The input Block Start
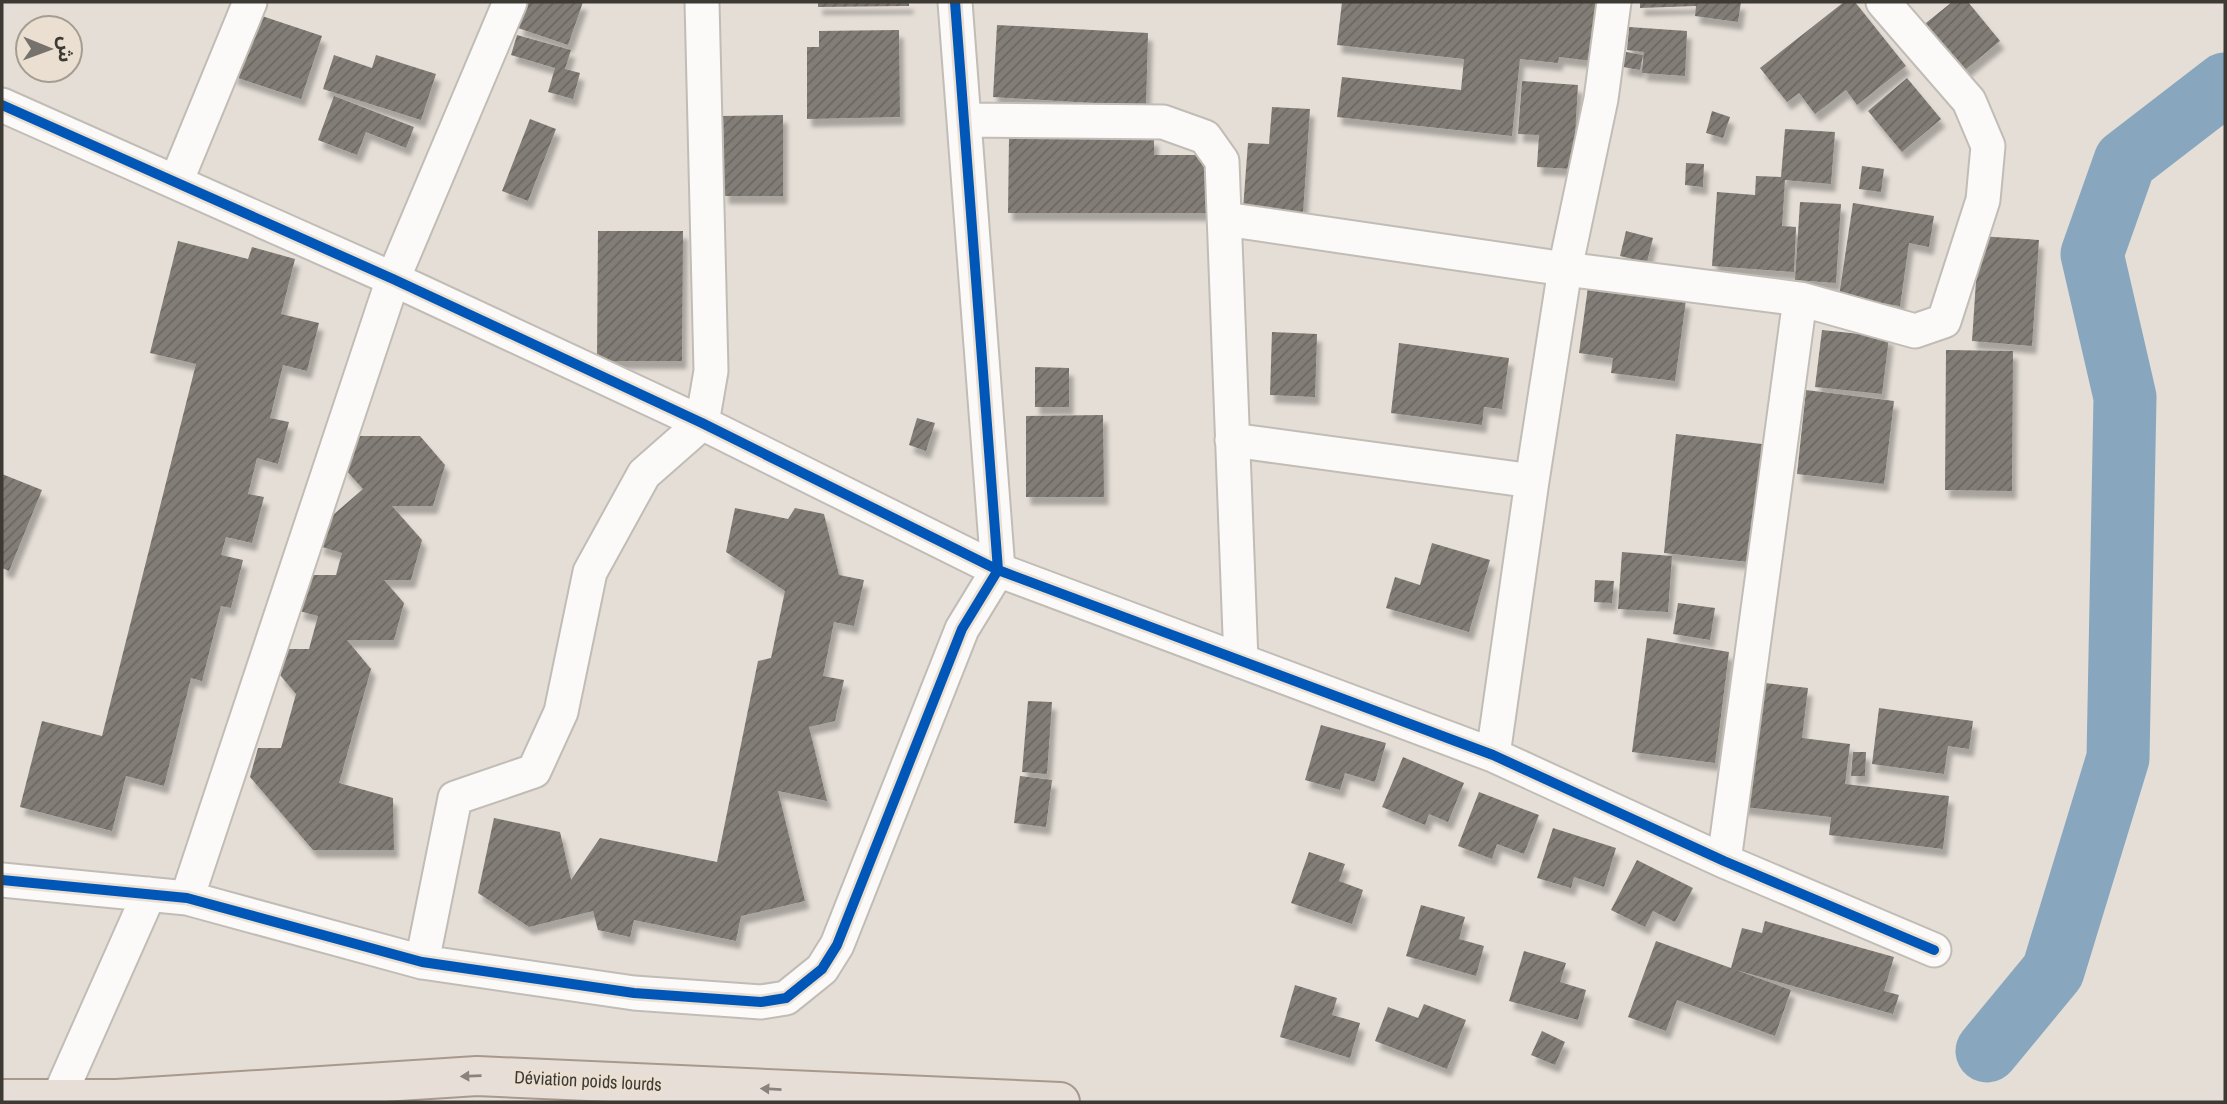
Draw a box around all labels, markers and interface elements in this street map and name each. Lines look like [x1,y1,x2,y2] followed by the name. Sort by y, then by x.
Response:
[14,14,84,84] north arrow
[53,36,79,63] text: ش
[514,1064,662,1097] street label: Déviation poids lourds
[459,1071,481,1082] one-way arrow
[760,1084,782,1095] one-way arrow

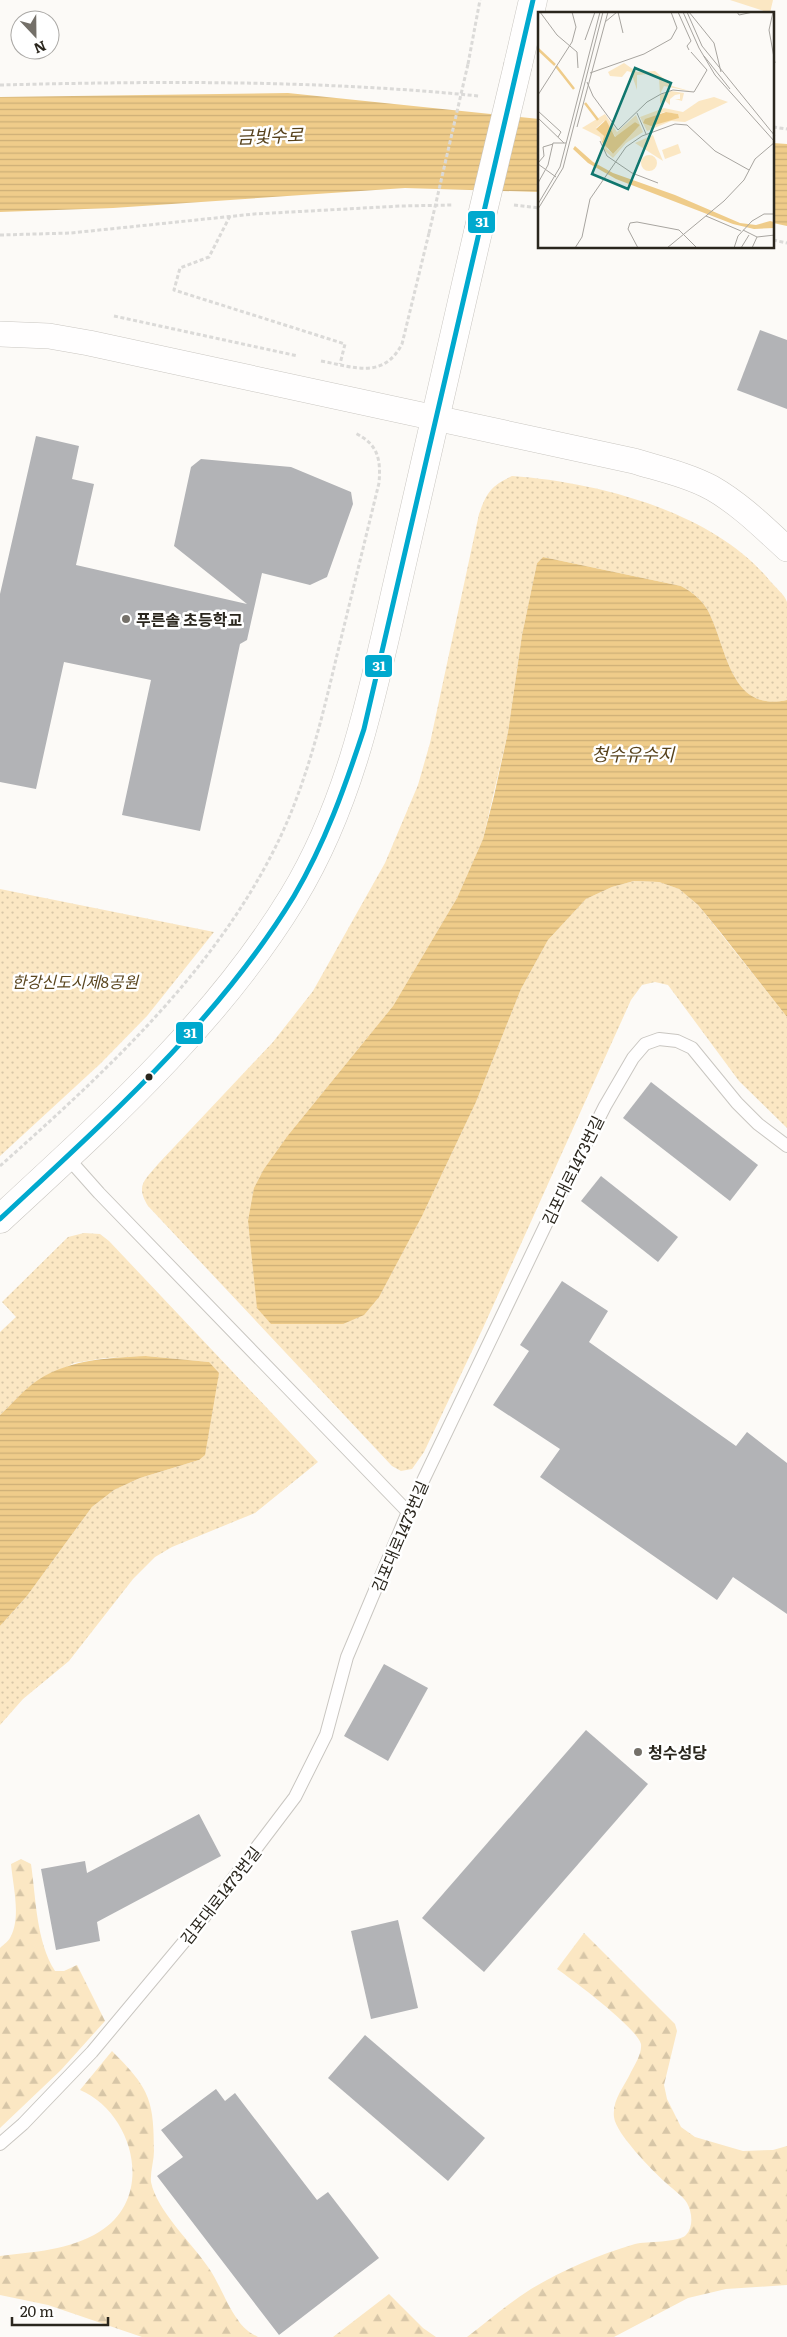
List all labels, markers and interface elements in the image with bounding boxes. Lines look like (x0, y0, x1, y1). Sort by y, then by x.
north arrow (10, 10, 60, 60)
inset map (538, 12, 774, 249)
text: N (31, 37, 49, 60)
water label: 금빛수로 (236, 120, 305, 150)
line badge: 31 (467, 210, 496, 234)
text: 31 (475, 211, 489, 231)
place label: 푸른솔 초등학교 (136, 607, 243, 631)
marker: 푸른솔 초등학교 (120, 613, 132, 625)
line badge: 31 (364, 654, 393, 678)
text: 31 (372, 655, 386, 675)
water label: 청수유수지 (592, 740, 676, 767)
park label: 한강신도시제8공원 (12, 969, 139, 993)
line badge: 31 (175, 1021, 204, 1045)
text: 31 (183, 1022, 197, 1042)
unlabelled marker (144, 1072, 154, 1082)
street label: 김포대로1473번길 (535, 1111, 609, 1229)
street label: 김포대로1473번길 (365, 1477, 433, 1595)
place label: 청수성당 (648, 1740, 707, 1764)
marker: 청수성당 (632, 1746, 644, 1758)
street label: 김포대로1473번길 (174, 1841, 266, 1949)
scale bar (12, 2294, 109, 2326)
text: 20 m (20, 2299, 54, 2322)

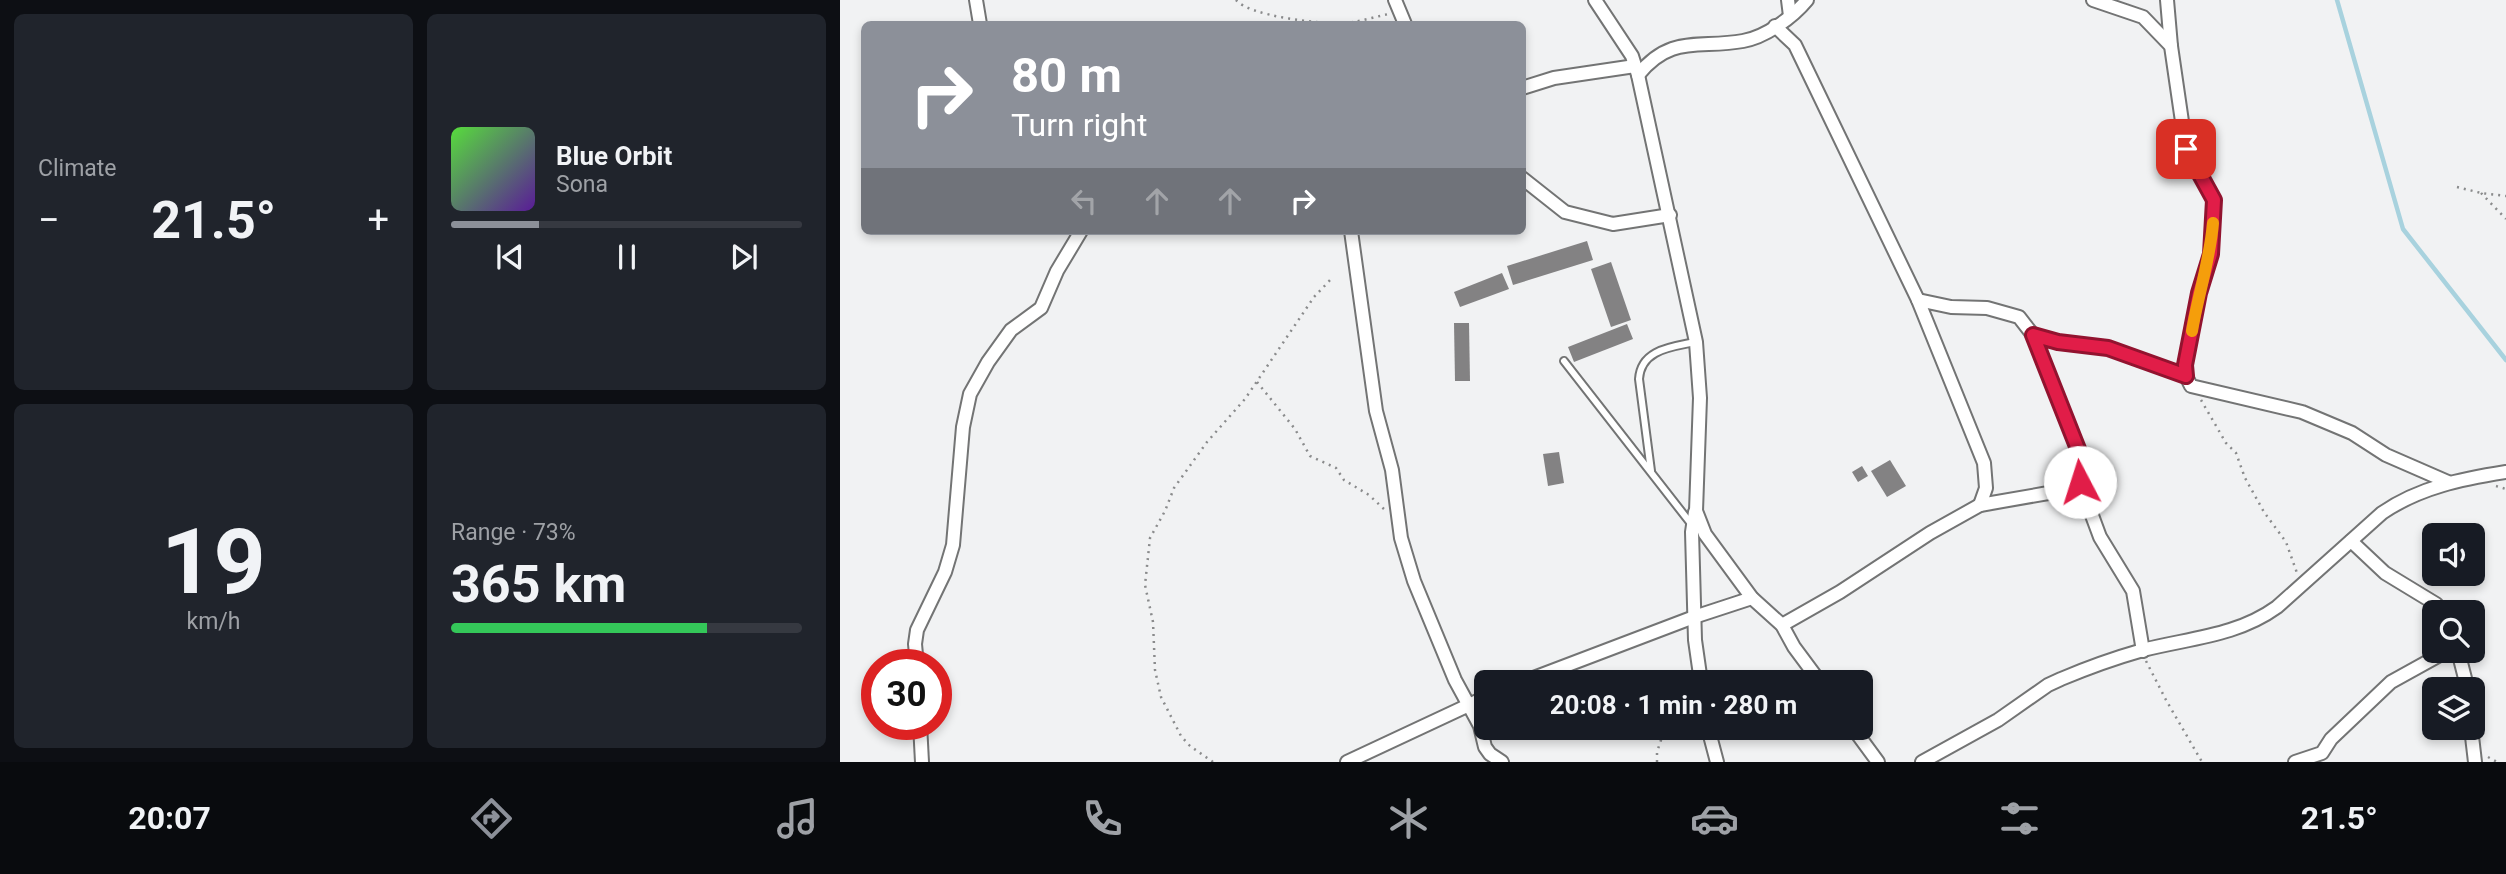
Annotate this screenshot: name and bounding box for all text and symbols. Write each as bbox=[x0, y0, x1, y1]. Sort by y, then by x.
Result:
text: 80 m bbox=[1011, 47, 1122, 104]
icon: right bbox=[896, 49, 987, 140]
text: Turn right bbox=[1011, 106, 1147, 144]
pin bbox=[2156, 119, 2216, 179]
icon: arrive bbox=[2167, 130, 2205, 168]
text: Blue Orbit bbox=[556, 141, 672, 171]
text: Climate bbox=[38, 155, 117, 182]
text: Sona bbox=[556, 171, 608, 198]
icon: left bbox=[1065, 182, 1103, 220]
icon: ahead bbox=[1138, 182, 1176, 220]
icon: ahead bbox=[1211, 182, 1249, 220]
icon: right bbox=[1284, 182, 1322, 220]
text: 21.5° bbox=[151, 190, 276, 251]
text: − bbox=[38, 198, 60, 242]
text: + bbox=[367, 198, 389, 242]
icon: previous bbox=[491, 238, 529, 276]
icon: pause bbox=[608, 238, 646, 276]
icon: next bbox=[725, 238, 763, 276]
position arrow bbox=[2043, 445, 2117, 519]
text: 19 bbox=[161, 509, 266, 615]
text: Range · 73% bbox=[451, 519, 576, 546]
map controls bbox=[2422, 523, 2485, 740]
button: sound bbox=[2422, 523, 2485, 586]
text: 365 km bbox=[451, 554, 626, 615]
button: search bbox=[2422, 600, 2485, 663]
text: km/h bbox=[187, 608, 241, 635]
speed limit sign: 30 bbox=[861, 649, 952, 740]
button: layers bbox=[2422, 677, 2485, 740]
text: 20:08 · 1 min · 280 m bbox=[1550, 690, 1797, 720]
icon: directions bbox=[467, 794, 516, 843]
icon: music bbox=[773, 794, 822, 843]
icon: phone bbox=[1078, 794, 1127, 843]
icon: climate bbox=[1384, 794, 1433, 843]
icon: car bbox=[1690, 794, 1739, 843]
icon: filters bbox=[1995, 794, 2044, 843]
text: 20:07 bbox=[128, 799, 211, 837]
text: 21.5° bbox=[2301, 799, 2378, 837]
The input Block End
◆ **Instructions for the task**: Restate word for word the lines above, beginning with the one that contains "Annotate this screenshot: name" and ending with the last line.

◆ **Answer below**:
Annotate this screenshot: name and bounding box for all text and symbols. Write each as bbox=[x0, y0, x1, y1]. Sort by y, then by x.
Result:
text: 80 m bbox=[1011, 47, 1122, 104]
icon: right bbox=[896, 49, 987, 140]
text: Turn right bbox=[1011, 106, 1147, 144]
pin bbox=[2156, 119, 2216, 179]
icon: arrive bbox=[2167, 130, 2205, 168]
text: Blue Orbit bbox=[556, 141, 672, 171]
text: Climate bbox=[38, 155, 117, 182]
text: Sona bbox=[556, 171, 608, 198]
icon: left bbox=[1065, 182, 1103, 220]
icon: ahead bbox=[1138, 182, 1176, 220]
icon: ahead bbox=[1211, 182, 1249, 220]
icon: right bbox=[1284, 182, 1322, 220]
text: 21.5° bbox=[151, 190, 276, 251]
text: − bbox=[38, 198, 60, 242]
text: + bbox=[367, 198, 389, 242]
icon: previous bbox=[491, 238, 529, 276]
icon: pause bbox=[608, 238, 646, 276]
icon: next bbox=[725, 238, 763, 276]
position arrow bbox=[2043, 445, 2117, 519]
text: 19 bbox=[161, 509, 266, 615]
text: Range · 73% bbox=[451, 519, 576, 546]
map controls bbox=[2422, 523, 2485, 740]
button: sound bbox=[2422, 523, 2485, 586]
text: 365 km bbox=[451, 554, 626, 615]
button: search bbox=[2422, 600, 2485, 663]
text: km/h bbox=[187, 608, 241, 635]
speed limit sign: 30 bbox=[861, 649, 952, 740]
button: layers bbox=[2422, 677, 2485, 740]
text: 20:08 · 1 min · 280 m bbox=[1550, 690, 1797, 720]
icon: directions bbox=[467, 794, 516, 843]
icon: music bbox=[773, 794, 822, 843]
icon: phone bbox=[1078, 794, 1127, 843]
icon: climate bbox=[1384, 794, 1433, 843]
icon: car bbox=[1690, 794, 1739, 843]
icon: filters bbox=[1995, 794, 2044, 843]
text: 20:07 bbox=[128, 799, 211, 837]
text: 21.5° bbox=[2301, 799, 2378, 837]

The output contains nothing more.